Characteristics of OPC
 Meaning: An OPC is a new type of business organisation that allows a single
entrepreneur to operate as corporate entity with limited liability protection. The One
Person Company is a hybrid form of business organisation that combines features of
sole-proprietorship and a joint stock company.
 The Act Applicable: One Person Company can be registered under the Companies Act,

2013. With the implementation of the Companies Act, 2013, a single national person can
constitute a Company under the One Person Company (OPC) concept.
 Purpose: An OPC safeguards the businessman from unlimited liability. It enables

individual capabilities to contribute to economic growth and generate employment


opportunity.
 Mandatory Conditions: As per OPC (Rule 3), only a natural person, who is an Indian

citizen and resident of India, shall be eligible to incorporate a One Person Company.
 Only One Shareholder: As the name indicates, a single person can set up a company. A

natural person, with certain mandatory conditions, can create a One Person Company.
 Separate Entity: A One person Company (OPC) has a separate legal entity. It
can operate same as private company.
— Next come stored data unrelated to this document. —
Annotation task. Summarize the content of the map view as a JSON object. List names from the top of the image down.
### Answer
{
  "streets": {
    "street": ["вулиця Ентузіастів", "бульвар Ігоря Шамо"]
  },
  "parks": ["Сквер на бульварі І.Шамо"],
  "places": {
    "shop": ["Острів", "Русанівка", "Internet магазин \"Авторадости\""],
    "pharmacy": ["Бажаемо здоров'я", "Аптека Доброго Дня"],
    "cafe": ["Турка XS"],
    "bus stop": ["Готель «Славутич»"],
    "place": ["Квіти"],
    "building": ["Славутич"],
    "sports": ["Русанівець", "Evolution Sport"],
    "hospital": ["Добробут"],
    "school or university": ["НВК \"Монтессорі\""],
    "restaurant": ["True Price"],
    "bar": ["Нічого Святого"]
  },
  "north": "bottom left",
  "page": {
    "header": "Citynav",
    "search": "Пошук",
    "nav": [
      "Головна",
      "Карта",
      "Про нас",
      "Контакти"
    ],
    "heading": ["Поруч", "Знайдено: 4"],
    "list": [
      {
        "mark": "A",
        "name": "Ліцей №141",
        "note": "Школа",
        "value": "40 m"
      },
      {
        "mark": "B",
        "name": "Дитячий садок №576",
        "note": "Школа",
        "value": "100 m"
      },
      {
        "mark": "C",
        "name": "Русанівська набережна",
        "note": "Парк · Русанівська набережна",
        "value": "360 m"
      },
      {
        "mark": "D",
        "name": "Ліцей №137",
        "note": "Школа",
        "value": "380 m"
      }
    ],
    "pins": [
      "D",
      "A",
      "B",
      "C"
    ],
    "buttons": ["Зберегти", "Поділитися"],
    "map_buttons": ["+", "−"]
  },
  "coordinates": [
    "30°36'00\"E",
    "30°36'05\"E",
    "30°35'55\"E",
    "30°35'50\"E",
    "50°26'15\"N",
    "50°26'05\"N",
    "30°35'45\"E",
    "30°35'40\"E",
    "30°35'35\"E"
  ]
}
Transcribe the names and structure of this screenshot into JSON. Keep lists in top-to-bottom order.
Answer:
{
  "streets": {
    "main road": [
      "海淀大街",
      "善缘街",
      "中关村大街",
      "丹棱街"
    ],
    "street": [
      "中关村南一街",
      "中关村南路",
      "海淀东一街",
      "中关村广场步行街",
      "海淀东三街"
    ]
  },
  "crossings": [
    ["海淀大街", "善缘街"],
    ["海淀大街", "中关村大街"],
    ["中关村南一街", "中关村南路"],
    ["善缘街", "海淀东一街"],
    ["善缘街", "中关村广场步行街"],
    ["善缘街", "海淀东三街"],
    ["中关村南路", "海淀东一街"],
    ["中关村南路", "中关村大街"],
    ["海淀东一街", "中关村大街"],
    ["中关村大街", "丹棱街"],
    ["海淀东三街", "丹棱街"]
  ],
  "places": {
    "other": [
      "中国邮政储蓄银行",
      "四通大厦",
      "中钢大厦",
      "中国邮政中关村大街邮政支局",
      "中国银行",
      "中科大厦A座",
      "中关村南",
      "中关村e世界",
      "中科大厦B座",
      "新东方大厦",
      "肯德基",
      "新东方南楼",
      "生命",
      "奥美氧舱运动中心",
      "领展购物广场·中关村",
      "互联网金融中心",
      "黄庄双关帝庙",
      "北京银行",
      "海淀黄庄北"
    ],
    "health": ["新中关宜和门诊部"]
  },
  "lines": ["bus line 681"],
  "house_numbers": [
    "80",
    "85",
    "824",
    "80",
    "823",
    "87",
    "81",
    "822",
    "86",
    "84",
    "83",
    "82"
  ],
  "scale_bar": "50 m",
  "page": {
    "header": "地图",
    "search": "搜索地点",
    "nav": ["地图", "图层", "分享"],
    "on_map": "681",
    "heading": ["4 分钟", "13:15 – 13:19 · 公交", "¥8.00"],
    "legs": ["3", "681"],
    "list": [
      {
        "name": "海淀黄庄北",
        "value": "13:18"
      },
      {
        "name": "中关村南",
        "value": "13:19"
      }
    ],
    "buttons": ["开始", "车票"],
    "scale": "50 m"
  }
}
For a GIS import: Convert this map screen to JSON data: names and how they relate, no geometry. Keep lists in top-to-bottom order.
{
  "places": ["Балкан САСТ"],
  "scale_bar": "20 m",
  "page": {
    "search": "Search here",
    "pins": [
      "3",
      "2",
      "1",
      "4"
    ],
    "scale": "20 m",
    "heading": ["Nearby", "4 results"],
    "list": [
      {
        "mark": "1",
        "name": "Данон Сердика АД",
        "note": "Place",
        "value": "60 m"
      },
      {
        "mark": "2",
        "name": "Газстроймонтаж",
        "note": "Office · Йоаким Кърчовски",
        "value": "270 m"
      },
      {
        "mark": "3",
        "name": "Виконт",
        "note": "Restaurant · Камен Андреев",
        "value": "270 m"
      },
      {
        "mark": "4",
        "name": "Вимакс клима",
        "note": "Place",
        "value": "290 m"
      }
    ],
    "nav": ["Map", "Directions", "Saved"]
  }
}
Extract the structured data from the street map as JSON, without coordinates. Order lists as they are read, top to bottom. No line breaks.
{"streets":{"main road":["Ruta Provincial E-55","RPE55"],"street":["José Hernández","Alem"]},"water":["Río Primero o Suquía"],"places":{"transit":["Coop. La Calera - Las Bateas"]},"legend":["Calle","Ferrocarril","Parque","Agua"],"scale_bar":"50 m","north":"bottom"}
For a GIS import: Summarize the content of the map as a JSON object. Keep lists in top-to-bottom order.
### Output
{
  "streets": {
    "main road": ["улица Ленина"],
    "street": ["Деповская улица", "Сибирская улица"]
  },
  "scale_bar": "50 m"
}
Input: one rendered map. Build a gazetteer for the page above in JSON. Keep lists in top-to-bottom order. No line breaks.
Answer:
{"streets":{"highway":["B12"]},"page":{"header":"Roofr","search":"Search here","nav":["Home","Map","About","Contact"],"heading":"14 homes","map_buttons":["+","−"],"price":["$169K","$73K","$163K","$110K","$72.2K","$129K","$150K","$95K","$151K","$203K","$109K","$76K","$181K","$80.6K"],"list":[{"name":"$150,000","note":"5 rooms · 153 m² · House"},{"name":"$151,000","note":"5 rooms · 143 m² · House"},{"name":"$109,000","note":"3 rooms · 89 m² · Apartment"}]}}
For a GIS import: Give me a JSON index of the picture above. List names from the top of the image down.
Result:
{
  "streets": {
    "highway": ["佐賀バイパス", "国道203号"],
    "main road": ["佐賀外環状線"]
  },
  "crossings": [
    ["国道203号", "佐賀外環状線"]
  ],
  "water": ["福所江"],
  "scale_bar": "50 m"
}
It can own property, can enter into the
contract, and can incur debts.
 Limited Liability: A one person company is characterized by limited liability.
Liability is limited to company’s capital and wealth.
 Continuity or Stability: This Company has separate legal entity. Its existence
is not affected by the death or departure of any member. In case of death or
inability of the member, the nominee can take the charge of company.
 Owning Property: A company is legal person. It can acquire, own, enjoy, or
sell property on its own name. The shareholder cannot make any claim as long
as the company continues.
 Number of Director: This type of company has only one director. The sole
shareholder can himself be the sole director. An OPC can employ necessary
managerial and operative staff to manage activities.